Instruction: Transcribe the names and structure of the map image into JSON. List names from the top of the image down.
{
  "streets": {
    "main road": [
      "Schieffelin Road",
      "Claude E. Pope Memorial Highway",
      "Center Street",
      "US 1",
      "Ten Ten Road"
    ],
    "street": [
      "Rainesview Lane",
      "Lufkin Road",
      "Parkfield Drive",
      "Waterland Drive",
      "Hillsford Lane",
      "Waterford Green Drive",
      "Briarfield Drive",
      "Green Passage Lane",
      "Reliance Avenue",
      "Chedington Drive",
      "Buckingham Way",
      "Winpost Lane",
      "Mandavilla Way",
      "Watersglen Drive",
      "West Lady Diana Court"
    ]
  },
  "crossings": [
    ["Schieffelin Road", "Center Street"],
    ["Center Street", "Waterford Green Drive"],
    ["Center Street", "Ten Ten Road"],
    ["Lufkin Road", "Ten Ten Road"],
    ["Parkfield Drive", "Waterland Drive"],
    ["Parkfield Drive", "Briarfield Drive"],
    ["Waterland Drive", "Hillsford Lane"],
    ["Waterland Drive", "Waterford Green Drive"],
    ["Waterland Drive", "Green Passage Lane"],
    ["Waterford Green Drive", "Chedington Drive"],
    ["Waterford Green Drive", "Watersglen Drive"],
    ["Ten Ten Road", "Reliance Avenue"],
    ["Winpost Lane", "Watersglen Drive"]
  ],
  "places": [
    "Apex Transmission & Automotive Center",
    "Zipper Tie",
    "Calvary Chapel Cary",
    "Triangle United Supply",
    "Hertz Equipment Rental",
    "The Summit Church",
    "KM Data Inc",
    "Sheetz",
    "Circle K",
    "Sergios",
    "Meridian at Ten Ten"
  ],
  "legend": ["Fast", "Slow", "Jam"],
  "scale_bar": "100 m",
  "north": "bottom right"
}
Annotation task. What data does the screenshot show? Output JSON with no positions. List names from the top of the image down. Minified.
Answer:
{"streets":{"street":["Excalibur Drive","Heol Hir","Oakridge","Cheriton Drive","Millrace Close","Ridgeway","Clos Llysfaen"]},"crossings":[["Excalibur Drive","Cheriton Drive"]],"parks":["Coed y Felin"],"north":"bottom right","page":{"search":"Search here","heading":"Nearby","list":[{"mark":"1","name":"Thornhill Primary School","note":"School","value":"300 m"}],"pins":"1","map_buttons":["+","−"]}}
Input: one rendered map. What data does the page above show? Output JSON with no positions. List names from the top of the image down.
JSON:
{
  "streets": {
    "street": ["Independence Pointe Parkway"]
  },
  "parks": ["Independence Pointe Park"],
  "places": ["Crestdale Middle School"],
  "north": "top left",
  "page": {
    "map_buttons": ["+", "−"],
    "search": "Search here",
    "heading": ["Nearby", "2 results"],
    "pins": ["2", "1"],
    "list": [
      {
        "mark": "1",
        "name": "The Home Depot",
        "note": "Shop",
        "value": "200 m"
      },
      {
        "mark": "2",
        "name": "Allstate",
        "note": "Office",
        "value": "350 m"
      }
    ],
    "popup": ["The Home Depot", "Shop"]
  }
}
----------
Work task -
Exactly as they stand above, repeat all the records.

Result of the task -
Instruction: Transcribe the names and structure of the map image into JSON. List names from the top of the image down.
{
  "streets": {
    "main road": [
      "Schieffelin Road",
      "Claude E. Pope Memorial Highway",
      "Center Street",
      "US 1",
      "Ten Ten Road"
    ],
    "street": [
      "Rainesview Lane",
      "Lufkin Road",
      "Parkfield Drive",
      "Waterland Drive",
      "Hillsford Lane",
      "Waterford Green Drive",
      "Briarfield Drive",
      "Green Passage Lane",
      "Reliance Avenue",
      "Chedington Drive",
      "Buckingham Way",
      "Winpost Lane",
      "Mandavilla Way",
      "Watersglen Drive",
      "West Lady Diana Court"
    ]
  },
  "crossings": [
    ["Schieffelin Road", "Center Street"],
    ["Center Street", "Waterford Green Drive"],
    ["Center Street", "Ten Ten Road"],
    ["Lufkin Road", "Ten Ten Road"],
    ["Parkfield Drive", "Waterland Drive"],
    ["Parkfield Drive", "Briarfield Drive"],
    ["Waterland Drive", "Hillsford Lane"],
    ["Waterland Drive", "Waterford Green Drive"],
    ["Waterland Drive", "Green Passage Lane"],
    ["Waterford Green Drive", "Chedington Drive"],
    ["Waterford Green Drive", "Watersglen Drive"],
    ["Ten Ten Road", "Reliance Avenue"],
    ["Winpost Lane", "Watersglen Drive"]
  ],
  "places": [
    "Apex Transmission & Automotive Center",
    "Zipper Tie",
    "Calvary Chapel Cary",
    "Triangle United Supply",
    "Hertz Equipment Rental",
    "The Summit Church",
    "KM Data Inc",
    "Sheetz",
    "Circle K",
    "Sergios",
    "Meridian at Ten Ten"
  ],
  "legend": ["Fast", "Slow", "Jam"],
  "scale_bar": "100 m",
  "north": "bottom right"
}
Annotation task. What data does the screenshot show? Output JSON with no positions. List names from the top of the image down. Minified.
Answer:
{"streets":{"street":["Excalibur Drive","Heol Hir","Oakridge","Cheriton Drive","Millrace Close","Ridgeway","Clos Llysfaen"]},"crossings":[["Excalibur Drive","Cheriton Drive"]],"parks":["Coed y Felin"],"north":"bottom right","page":{"search":"Search here","heading":"Nearby","list":[{"mark":"1","name":"Thornhill Primary School","note":"School","value":"300 m"}],"pins":"1","map_buttons":["+","−"]}}
Input: one rendered map. What data does the page above show? Output JSON with no positions. List names from the top of the image down.
JSON:
{
  "streets": {
    "street": ["Independence Pointe Parkway"]
  },
  "parks": ["Independence Pointe Park"],
  "places": ["Crestdale Middle School"],
  "north": "top left",
  "page": {
    "map_buttons": ["+", "−"],
    "search": "Search here",
    "heading": ["Nearby", "2 results"],
    "pins": ["2", "1"],
    "list": [
      {
        "mark": "1",
        "name": "The Home Depot",
        "note": "Shop",
        "value": "200 m"
      },
      {
        "mark": "2",
        "name": "Allstate",
        "note": "Office",
        "value": "350 m"
      }
    ],
    "popup": ["The Home Depot", "Shop"]
  }
}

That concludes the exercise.